Bifurcations and explicit unfoldings of grazing loops connecting one high multiplicity tangent point
Zhihao Fang, Xingwu Chen
TL;DR
The paper addresses bifurcations of crossing limit cycles $L_c$ and sliding loops $L_s$ arising from a grazing loop $L^{gra}_*$ that connects a tangent point of multiplicity $$(1,m)$$ in a piecewise-smooth system. It introduces an unfolding framework using a scalar parameter $\alpha$ and a smooth function $\psi(x,\boldsymbol{k})$, constructed from smooth cutoffs, to render the grazing scenario perturbable and analyzable along a chosen parameter curve. The main result, Theorem $['thm1']$, provides lower bounds on the total number of bifurcating $L_c$ and $L_s$ ($\beta_c+\beta_s$) as functions of $m$ and the grazing-type (e.g., $S$-$I$, $S$-$V$, $S$-$L$, $S$-$R$), generalizing prior work to general multiplicities and yielding new outcomes for certain grazing loops. The method clarifies the role of high multiplicity in the bifurcation structure of piecewise-smooth systems and offers a constructive approach to realize multiple bifurcations through carefully chosen perturbations, with implications for dynamics governed by Filippov-type switching on $\Sigma$.
Abstract
For piecewise-smooth differential systems, in this paper we focus on crossing limit cycles and sliding loops bifurcating from a grazing loop connecting one high multiplicity tangent point.

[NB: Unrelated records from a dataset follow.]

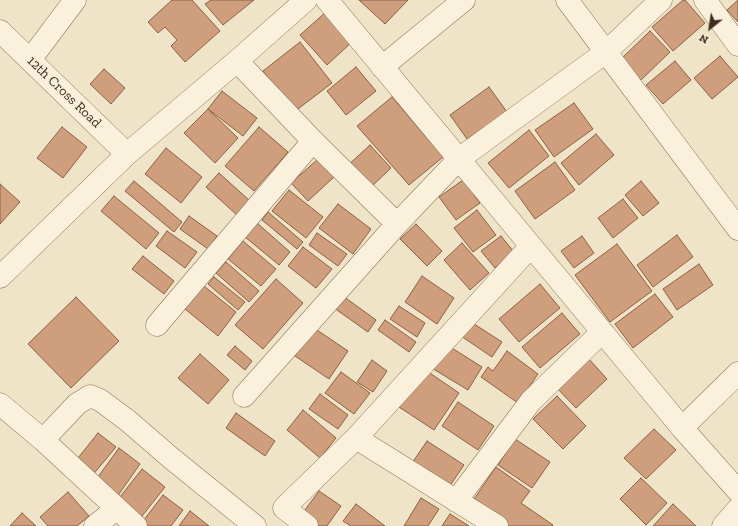 <!DOCTYPE html>
<html>
<head>
<meta charset="utf-8">
<style>
	body { margin:0 }
	#map { position:relative; width:738px; height:526px; overflow:hidden; background:#f0e4c8; font-family:"Zilla Slab",serif }
	canvas { display:block }
	.north { position:absolute; left:690px; top:8px; width:40px; height:40px; -webkit-text-stroke:3px #f7eed8; paint-order:stroke; rotate:210deg; font-size:11px; font-weight:700; line-height:16px; text-align:center; color:#3d2e20 }
	.north::after { content:''; display:block; margin:auto; width:14px; height:18px; background:#3d2e20; clip-path:polygon(50% 0,100% 100%,50% 72%,0 100%) }
</style>
</head>
<body>
<div id="map">
<canvas width="738" height="526"></canvas>
<div class="north">N</div>
</div>
<script>
const ctx = document.querySelector('canvas').getContext('2d');
ctx.lineJoin = 'round';
function fillPath(path, color) { ctx.fillStyle = color; ctx.fill(path, 'evenodd'); }
const shape = rows => new Path2D(rows.map(r => 'M' + r).join(''));
function stroke(path, color, width, dash) { ctx.strokeStyle = color; ctx.lineWidth = width; ctx.lineCap = dash ? 'butt' : 'round'; ctx.setLineDash(dash || []); ctx.stroke(path); }
function label(font, color, halo, rows, align = 'center') {
  ctx.font = font + ' "Zilla Slab",serif'; ctx.lineWidth = 3; ctx.setLineDash([]); ctx.textBaseline = 'middle'; ctx.strokeStyle = halo; ctx.fillStyle = color; for (const [text, x, y, turn = 0] of rows) {
    ctx.save(); ctx.translate(x, y); ctx.rotate((+turn || 0) * Math.PI / 180); ctx.textAlign = isNaN(turn) ? turn : align; if (halo) ctx.strokeText(text, 0, 0); ctx.fillText(text, 0, 0); ctx.restore();
  }
}
const building = shape([
	[172,0,192,0,220,31,185,62,171,46,177,40,165,27,158,33,148,22,172,0],
	[211,0,254,0,223,25,205,4,211,0],
	[359,0,408,0,385,24,359,0],
	[683,0,685,0,705,23,673,51,652,27,683,0],
	[738,0,738,22,727,10,738,0],
	[326,12,353,41,327,65,300,35,326,12],
	[650,31,670,52,640,81,619,61,650,31],
	[300,42,332,83,294,112,263,71,300,42],
	[720,56,738,77,712,99,694,78,720,56],
	[675,61,691,80,663,104,646,85,675,61],
	[356,67,376,91,346,115,327,91,356,67],
	[104,69,125,88,111,104,90,84,104,69],
	[489,87,507,112,467,139,450,115,489,87],
	[222,91,257,118,243,136,208,109,222,91],
	[392,97,443,157,409,185,357,126,392,97],
	[574,103,593,129,554,157,535,130,574,103],
	[208,109,238,138,215,163,184,133,208,109],
	[62,127,87,147,63,178,37,158,62,127],
	[259,127,288,152,254,191,225,166,259,127],
	[529,130,549,156,509,188,488,163,529,130],
	[596,134,614,155,579,185,561,163,596,134],
	[370,145,391,168,368,190,346,167,370,145],
	[166,148,202,177,181,203,145,174,166,148],
	[318,159,334,177,308,201,291,183,318,159],
	[555,162,575,190,535,219,515,191,555,162],
	[219,173,250,201,237,215,206,187,219,173],
	[463,180,480,203,456,220,439,197,463,180],
	[134,181,182,222,174,232,125,191,134,181],
	[641,181,659,203,643,216,625,195,641,181],
	[0,184,20,202,0,224,0,184],
	[289,190,323,217,306,238,272,211,289,190],
	[114,196,159,233,146,249,101,211,114,196],
	[623,199,638,218,613,238,598,218,623,199],
	[338,204,371,229,353,254,319,228,338,204],
	[477,210,496,235,473,252,454,228,477,210],
	[268,212,303,242,297,249,262,220,268,212],
	[189,216,217,236,208,249,180,229,189,216],
	[257,223,290,252,279,265,245,237,257,223],
	[416,224,442,251,427,266,400,239,416,224],
	[167,231,197,252,185,268,156,246,167,231],
	[317,233,347,254,338,266,309,245,317,233],
	[677,235,693,257,653,287,637,265,677,235],
	[501,236,514,252,495,268,481,251,501,236],
	[582,236,594,253,574,268,561,251,582,236],
	[243,241,276,269,261,286,228,259,243,241],
	[462,243,489,273,470,290,444,260,462,243],
	[617,244,652,291,610,322,575,275,617,244],
	[303,247,332,269,316,288,288,266,303,247],
	[143,256,174,281,164,294,132,269,143,256],
	[226,262,259,291,249,302,216,273,226,262],
	[699,264,713,285,677,310,663,289,699,264],
	[422,276,454,298,437,324,405,302,422,276],
	[214,277,245,302,238,310,208,284,214,277],
	[276,279,303,303,263,349,235,325,276,279],
	[540,284,560,308,519,342,499,319,540,284],
	[204,286,236,312,218,336,185,309,204,286],
	[655,294,673,317,633,348,615,324,655,294],
	[343,296,376,320,368,332,334,308,343,296],
	[76,297,119,341,71,388,28,344,76,297],
	[399,306,425,323,417,337,390,319,399,306],
	[562,313,580,334,540,368,522,347,562,313],
	[385,320,416,342,409,352,378,330,385,320],
	[468,320,502,342,492,357,458,334,468,320],
	[314,328,348,351,329,379,295,356,314,328],
	[444,343,482,367,468,390,430,367,444,343],
	[235,346,252,361,245,370,227,355,235,346],
	[507,351,538,374,518,403,481,377,488,367,493,371,507,351],
	[200,354,229,380,208,404,178,378,200,354],
	[588,358,607,379,576,408,556,387,588,358],
	[372,360,387,371,373,392,357,382,372,360],
	[424,369,459,393,434,430,399,407,424,369],
	[341,372,370,393,354,414,325,393,341,372],
	[320,394,348,415,338,429,309,409,320,394],
	[557,396,586,426,563,449,533,419,557,396],
	[458,402,494,426,478,450,442,426,458,402],
	[303,410,336,438,320,458,287,430,303,410],
	[236,413,275,441,265,456,226,428,236,413],
	[654,429,676,450,646,479,624,458,654,429],
	[98,433,116,447,91,477,74,463,98,433],
	[515,439,550,462,532,488,498,465,515,439],
	[427,441,464,465,447,490,410,466,427,441],
	[119,448,140,464,117,497,95,481,119,448],
	[496,467,530,491,521,503,553,525,552,526,506,526,472,502,496,467],
	[142,469,165,487,139,520,116,502,142,469],
	[641,478,667,503,646,525,620,499,641,478],
	[319,491,341,506,327,526,319,526,302,514,319,491],
	[68,492,89,516,77,526,48,526,40,517,68,492],
	[163,495,183,510,171,526,142,526,140,525,163,495],
	[421,498,439,509,428,526,404,526,421,498],
	[356,504,385,526,351,526,343,521,356,504],
	[673,504,696,526,653,526,673,504],
	[190,511,209,526,179,526,190,511],
	[22,513,36,526,10,526,22,513],
	[450,514,469,526,442,526,450,514]
]);
fillPath(building, '#cf9f7d');
stroke(building, '#8d5f41', 1);
const street = shape([
	[327,0,682,428,738,491],
	[567,0,738,229],
	[705,0,738,45],
	[0,31,127,154],
	[30,60,75,0],
	[237,61,313,141,397,224],
	[382,67,464,0],
	[0,277,127,154,237,61,306,0],
	[157,325,313,141],
	[244,396,397,224,459,159,606,52,661,0],
	[0,404,43,440,136,526],
	[682,428,738,373],
	[356,438,497,526],
	[43,440,77,404,90,396,100,400,127,420,171,458,255,526],
	[456,501,531,401,602,332],
	[95,526,116,509],
	[307,526,284,508,356,438,531,246],
	[723,526,738,509]
]);
stroke(street, '#8d765c', 23);
stroke(street, '#faf1dc', 22);
label('14px', '#3d2e20', '#f7eed8', [
	["12th Cross Road",64,92,44]
]);
</script>
</body>
</html>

For the low multiplicity cases considered in previous publications, the method is to define and analyze return maps following the classic idea of Poincaré. However, high multiplicity leads to that either domains or properties of return maps are unclear under perturbations. To overcome these difficulties, we unfold grazing loops by functional parameters and functional functions, and analyze this unfolding along some specific parameter curve. Relationships between multiplicity and the numbers of crossing limit cycles and sliding loops are given, and our results not only generalize the results obtained in [J. Differential Equations 255(2013), 4403-4436; 269(2020), 11396-11434], but also are new for some specific grazing loops.